**** PROVIDED INFORMATION

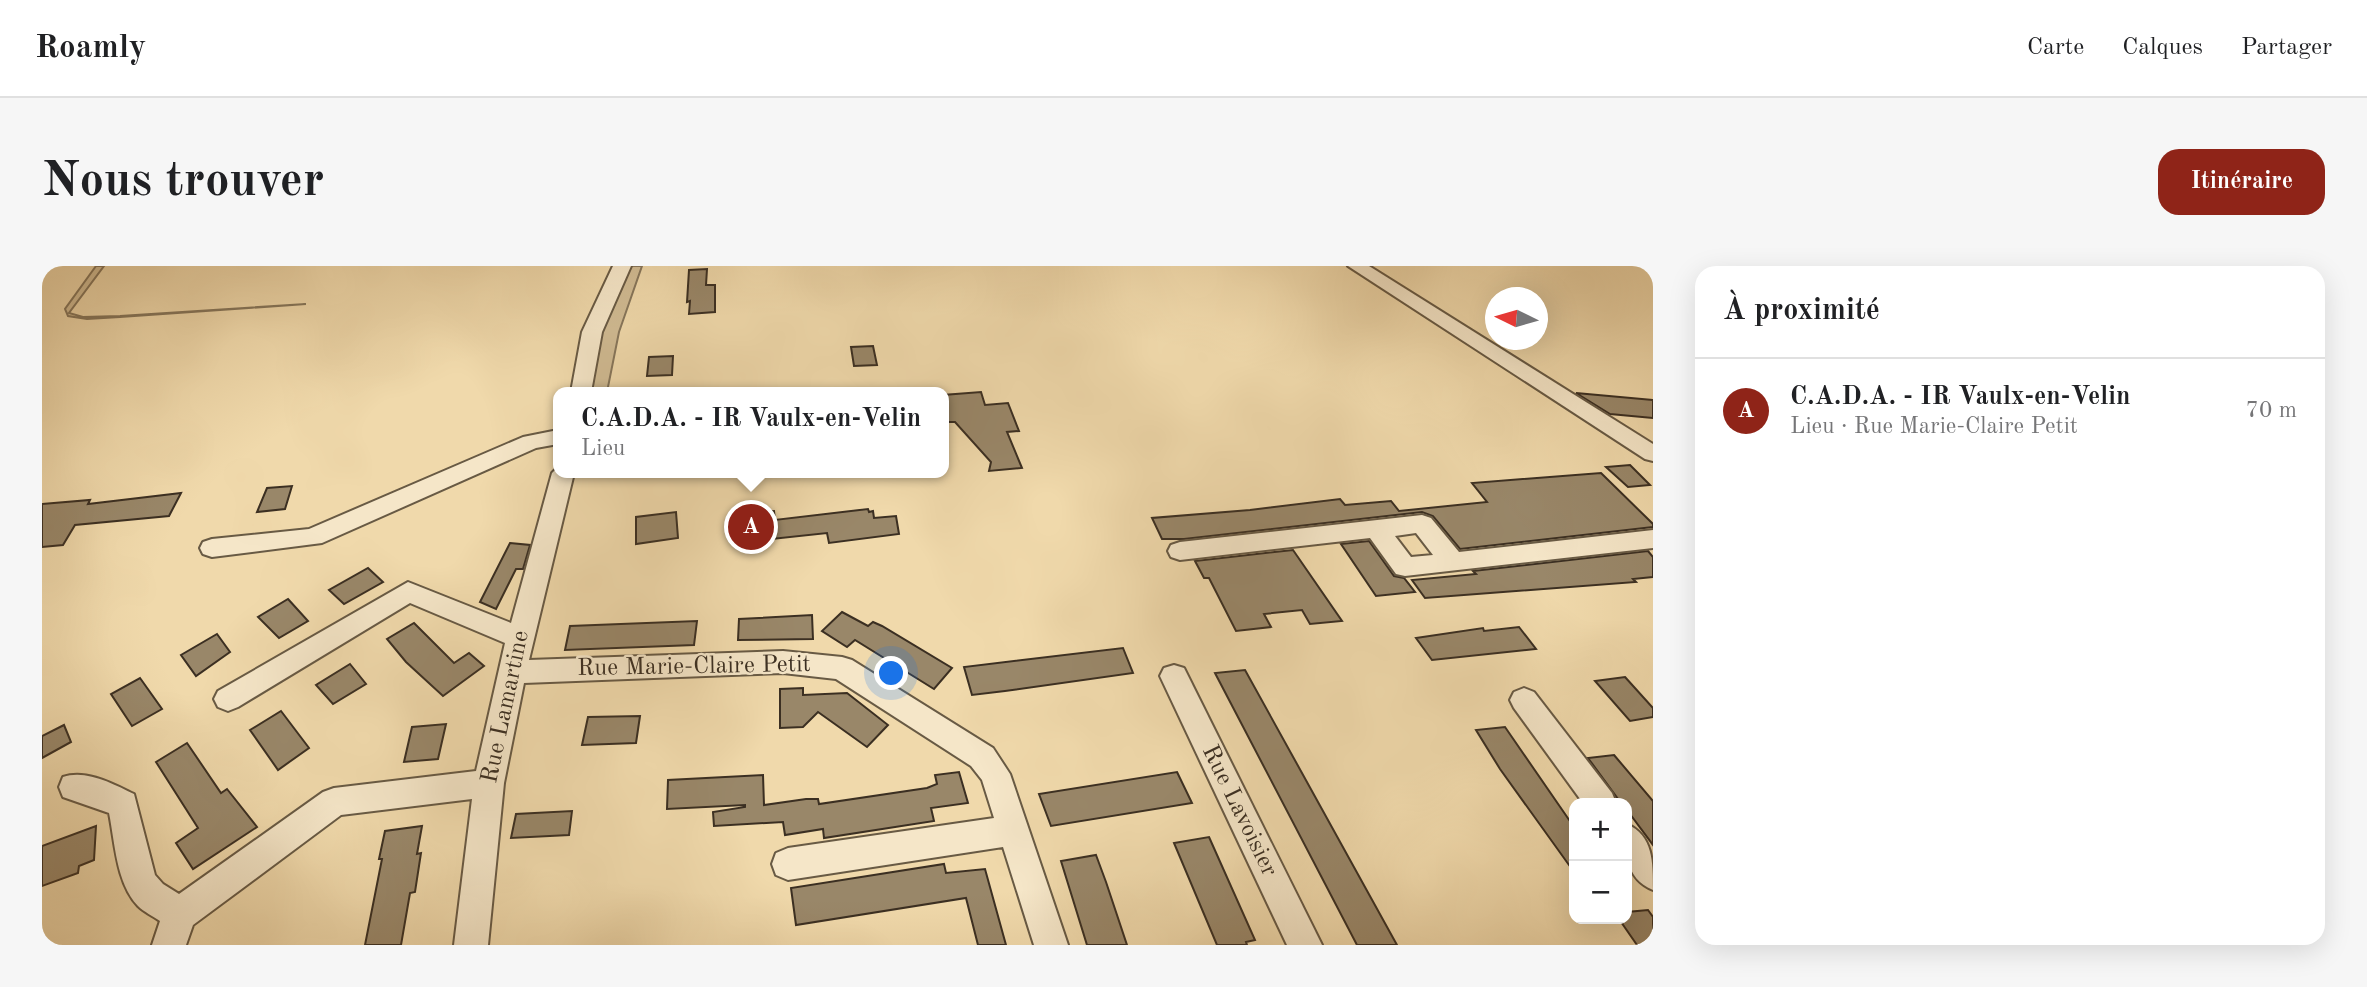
<!DOCTYPE html>
<html lang="fr">
<head>
<meta charset="utf-8">
<style>
  body { margin:0; font-family:"Old Standard TT",serif; background:#f6f6f6; color:#202124 }
  .controls { position:absolute; right:21px; bottom:21px; display:grid; overflow:hidden; border-radius:14px; box-shadow:0 7px 28px #0002 }
  .controls button { width:63px; height:63px; display:grid; place-items:center; padding:0; border:0; border-bottom:2px solid #e0e0e0; background:#fff; color:#202124; font:35px sans-serif }
  .compass { position:absolute; left:1443px; top:21px; width:63px; height:63px; border-radius:50%; background:#fff; box-shadow:0 7px 28px #0002; rotate:275deg }
  .you { position:absolute; left:850px; top:408px; width:24px; height:24px; margin:-18px; border:5px solid #fff; border-radius:50%; background:#1a73e8; box-shadow:0 0 0 10px #1a73e833 }
  .badge { display:grid; place-items:center; width:46px; height:46px; border-radius:50%; background:#8f2418; color:#fff; font-size:23px; font-weight:700 }
  .pin { position:absolute; translate:-50% -50%; border:4px solid #fff; box-shadow:0 2px 7px #0006 }
  .popup { position:absolute; left:511px; top:121px; width:396px; height:91px; box-sizing:border-box; display:grid; place-content:center; border-radius:14px; background:#fff; filter:drop-shadow(0 2px 5px #0005); font-size:23px; white-space:nowrap; color:#757577 }
  .popup b { font-size:26px; color:#202124 }
  .popup::after { content:''; position:absolute; left:50%; top:100%; margin-left:-14px; border:14px solid transparent; border-top-color:#fff }
  .list { margin:0; padding:0; list-style:none }
  h2 { display:flex; justify-content:space-between; align-items:center; height:91px; margin:0; padding:0 28px; font-size:30px }
  h2 small { font-size:23px; font-weight:400; color:#757577 }
  .list li { display:grid; grid-template-columns:46px 1fr auto; gap:21px; align-items:center; box-sizing:border-box; height:105px; padding:0 28px; border-top:2px solid #e0e0e0 }
  .list b { display:block; font-size:26px; white-space:nowrap }
  .list p { margin:0; font-size:23px; white-space:nowrap; color:#757577 }
  .list em { font-size:23px; font-style:normal; color:#757577 }
  .map { position:relative; flex:none; width:1611px; height:679px; overflow:hidden; border-radius:21px }
  header { display:flex; align-items:center; gap:42px; box-sizing:border-box; height:98px; padding:0 35px; background:#fff; border-bottom:2px solid #e0e0e0 }
  header strong { font-size:33px }
  nav { display:flex; gap:38px; margin-inline-start:auto; font-size:24px }
  .intro { display:flex; align-items:center; justify-content:space-between; box-sizing:border-box; height:168px; padding:0 42px }
  h1 { margin:0; font-size:49px }
  .button { padding:18px 32px; border-radius:21px; background:#8f2418; color:#fff; font-size:24px; font-weight:700 }
  main { display:flex; gap:42px; padding:0 42px }
  aside { flex:1; background:#fff; border-radius:21px; box-shadow:0 7px 28px #0002 }
  .map>svg:first-child { display:block }
  .green { fill:#d1bc94; stroke:#86765b; stroke-width:2 }
  .building { fill:#998769; stroke:#3b2f22; stroke-width:2 }
  .lines { fill:none; stroke-linecap:round; stroke-linejoin:round }
  .minor-casing { stroke:#685a44; stroke-width:4 }
  .minor { fill:#f5e6c8; fill-rule:evenodd }
  .labels { text-anchor:middle; dominant-baseline:central; stroke-width:5; stroke-linejoin:round; paint-order:stroke }
  .street-label { font-size:24px; fill:#3b2f22; stroke:#f5e6c8 }
</style>
</head>
<body>
<header>
<strong>Roamly</strong>
<nav><a>Carte</a><a>Calques</a><a>Partager</a></nav>
</header>
<div class="intro"><h1>Nous trouver</h1><a class="button">Itinéraire</a></div>
<main>
<div class="map">
<svg width="1611" height="679" viewBox="0 0 1611 679">
  <rect width="100%" height="100%" fill="#f0d9ab"/>
  <filter id="stains"><feTurbulence type="fractalNoise" baseFrequency=".00286" numOctaves="4"/><feColorMatrix values="0 0 0 0 .2 0 0 0 0 .09 0 0 0 0 .02 0 0 0 .5 -.17"/></filter>
  <radialGradient id="worn" r=".72"><stop offset=".6" stop-color="#630" stop-opacity="0"/><stop offset="1" stop-color="#630" stop-opacity=".3"/></radialGradient>
  <g class="green">
    <polygon points="54,0 62,0 27,47 41,51 78,50 264,38 78,51 45,53 26,50 23,43"/>
    <polygon points="584,0 600,0 577,66 565,126 545,126 550,86"/>
  </g>
  <g class="building">
    <polygon points="665,3 664,19 673,19 673,46 647,48 648,35 645,36 647,4"/>
    <polygon points="831,80 835,99 812,100 809,81"/>
    <polygon points="631,90 630,109 605,110 607,91"/>
    <polygon points="939,126 943,139 966,137 977,165 965,166 980,202 947,205 949,196 913,156 906,156 901,142 901,129"/>
    <polygon points="1534,127 1611,134 1611,152 1568,148"/>
    <polygon points="1588,199 1608,219 1586,221 1564,201"/>
    <polygon points="1559,207 1611,258 1611,261 1418,283 1391,250 1380,246 1142,273 1120,273 1110,252 1208,244 1298,233 1303,239 1349,235 1357,245 1445,236 1430,217"/>
    <polygon points="250,220 243,243 215,246 225,222"/>
    <polygon points="139,227 127,250 33,259 21,279 0,281 0,238 48,234 46,238"/>
    <polygon points="826,243 827,246 831,245 832,252 854,250 857,268 787,277 785,267 693,277 690,251 702,250 702,247 732,245 733,254"/>
    <polygon points="634,246 636,272 594,278 594,251"/>
    <polygon points="1327,275 1352,310 1362,312 1373,326 1334,330 1299,278"/>
    <polygon points="468,277 488,279 481,303 474,303 454,343 438,336"/>
    <polygon points="1251,284 1300,355 1268,358 1260,344 1222,348 1229,361 1194,365 1167,312 1162,312 1153,295"/>
    <polygon points="1606,285 1611,291 1611,311 1591,313 1594,316 1383,332 1370,314 1434,308 1431,305"/>
    <polygon points="326,302 341,316 302,338 287,324"/>
    <polygon points="246,333 266,355 237,372 216,351"/>
    <polygon points="800,346 826,360 831,356 840,360 910,402 892,423 813,374 805,381 780,365"/>
    <polygon points="770,349 771,373 696,374 697,353"/>
    <polygon points="655,355 652,379 523,384 528,360"/>
    <polygon points="372,357 412,397 427,387 442,400 401,430 364,396 345,373"/>
    <polygon points="1477,361 1494,383 1390,394 1374,372 1441,362 1442,365"/>
    <polygon points="175,368 188,386 154,410 139,389"/>
    <polygon points="1081,382 1091,407 963,425 930,429 922,401"/>
    <polygon points="308,398 324,418 291,438 274,419"/>
    <polygon points="1203,404 1255,498 1355,679 1315,679 1173,407"/>
    <polygon points="1583,411 1611,442 1611,451 1588,455 1553,415"/>
    <polygon points="98,412 120,443 90,460 69,428"/>
    <polygon points="761,422 761,429 805,427 846,459 825,481 776,446 761,461 738,462 738,423"/>
    <polygon points="239,445 267,482 236,504 208,464"/>
    <polygon points="598,450 594,477 540,479 546,451"/>
    <polygon points="404,458 396,493 362,496 370,461"/>
    <polygon points="22,459 29,476 0,492 0,470"/>
    <polygon points="1463,461 1532,561 1532,606 1458,503 1434,464"/>
    <polygon points="145,477 179,527 185,523 215,561 151,603 134,577 156,562 114,496"/>
    <polygon points="1572,489 1611,535 1611,579 1585,544 1585,537 1579,537 1546,492"/>
    <polygon points="917,506 926,537 889,542 892,555 782,572 781,563 743,569 741,556 672,560 671,546 703,541 703,539 625,543 626,514 721,509 722,539 764,533 776,533 777,538 885,522 895,518 893,509"/>
    <polygon points="1135,506 1150,537 1009,560 997,528"/>
    <polygon points="530,545 527,569 469,572 474,548"/>
    <polygon points="54,560 52,594 37,600 36,607 0,620 0,580"/>
    <polygon points="380,560 375,588 379,587 373,626 368,627 359,679 323,679 340,593 337,593 343,565"/>
    <polygon points="1167,571 1213,674 1204,676 1205,679 1175,679 1132,577"/>
    <polygon points="1054,589 1064,616 1085,679 1045,679 1019,595"/>
    <polygon points="902,598 904,607 943,603 964,679 936,679 924,632 754,659 749,622"/>
    <polygon points="1606,644 1611,651 1611,679 1595,679 1577,653 1585,653 1585,646"/>
  </g>
  <g class="lines">
    <defs>
      <g id="minor">
        <polygon points="571,0 589,0 560,66 549,126 529,126 540,66"/>
        <polygon points="1306,0 1327,0 1611,178 1611,195 1603,193"/>
        <polygon points="516,164 516,178 494,182 280,277 170,291 161,288 158,282 161,276 170,273 267,263 481,171"/>
        <path d="M516,201V207H532L487,394L741,385L800,391L810,394L951,482L968,508L1026,679H992L961,581L746,614L734,609L730,598L734,587L746,582L952,552L940,514L929,500L794,413L741,407L482,417L462,517L446,679H412L430,533L299,549L151,659L144,679H110L118,655C111,650 102,646 96,640C74,617 73,576 67,547L21,531L17,521L21,511C44,503 71,518 92,528L113,609L121,618L137,628L281,526L292,522L434,505L463,377L368,337L196,441L186,445L176,441L172,433L176,425L366,316L469,357L510,207Z"/>
        <path d="M1380,249L1389,252L1417,286L1611,264V282L1363,310L1354,308L1328,272L1138,294L1129,291L1126,285L1129,279L1138,276ZM1374,267L1391,289L1369,291L1353,270Z"/>
        <polygon points="1132,399 1142,402 1280,679 1245,679 1118,410 1122,402"/>
        <polygon points="1482,422 1492,426 1570,527 1574,537 1541,537 1472,442 1468,434 1472,426"/>
        <path d="M1585,558C1611,570 1611,595 1611,624C1582,612 1584,585 1585,558Z"/>
      </g>
    </defs>
    <use href="#minor" class="minor-casing"/>
    <use href="#minor" class="minor"/>
  </g>
  <g class="labels">
    <g class="street-label">
      <text transform="translate(652 401) rotate(-1)">Rue Marie-Claire Petit</text>
      <text transform="translate(464 441) rotate(-78)">Rue Lamartine</text>
      <text transform="translate(1197 545) rotate(64)">Rue Lavoisier</text>
    </g>
  </g>
  <rect width="100%" height="100%" filter="url(#stains)"/>
  <rect width="100%" height="100%" fill="url(#worn)"/>
</svg>
<div class="controls">
<button>+</button>
<button>−</button>
</div>
<svg class="compass" viewBox="-18 -18 36 36"><path d="M0-13l5 13h-10z" fill="#e53935"/><path d="M0 13l5-13h-10z" fill="#757577"/></svg>
<div class="you"></div>
<div class="pin badge" style="left:709px;top:261px">A</div>
<div class="popup"><b>C.A.D.A. - IR Vaulx-en-Velin</b>Lieu</div>
</div>
<aside>
<h2>À proximité<small></small></h2>
<ul class="list">
<li><span class="badge">A</span><div><b>C.A.D.A. - IR Vaulx-en-Velin</b><p>Lieu · Rue Marie-Claire Petit</p></div><em>70 m</em></li>
</ul>
</aside>
</main>
</body>
</html>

********

_WORK TO BE COMPLETED_: In the data above, which lines include "margin"? Return those lines.

_WRITTEN RESPONSE_:
  body { margin:0; font-family:"Old Standard TT",serif; background:#f6f6f6; color:#202124 }
  .you { position:absolute; left:850px; top:408px; width:24px; height:24px; margin:-18px; border:5px solid #fff; border-radius:50%; background:#1a73e8; box-shadow:0 0 0 10px #1a73e833 }
  .popup::after { content:''; position:absolute; left:50%; top:100%; margin-left:-14px; border:14px solid transparent; border-top-color:#fff }
  .list { margin:0; padding:0; list-style:none }
  h2 { display:flex; justify-content:space-between; align-items:center; height:91px; margin:0; padding:0 28px; font-size:30px }
  .list p { margin:0; font-size:23px; white-space:nowrap; color:#757577 }
  nav { display:flex; gap:38px; margin-inline-start:auto; font-size:24px }
  h1 { margin:0; font-size:49px }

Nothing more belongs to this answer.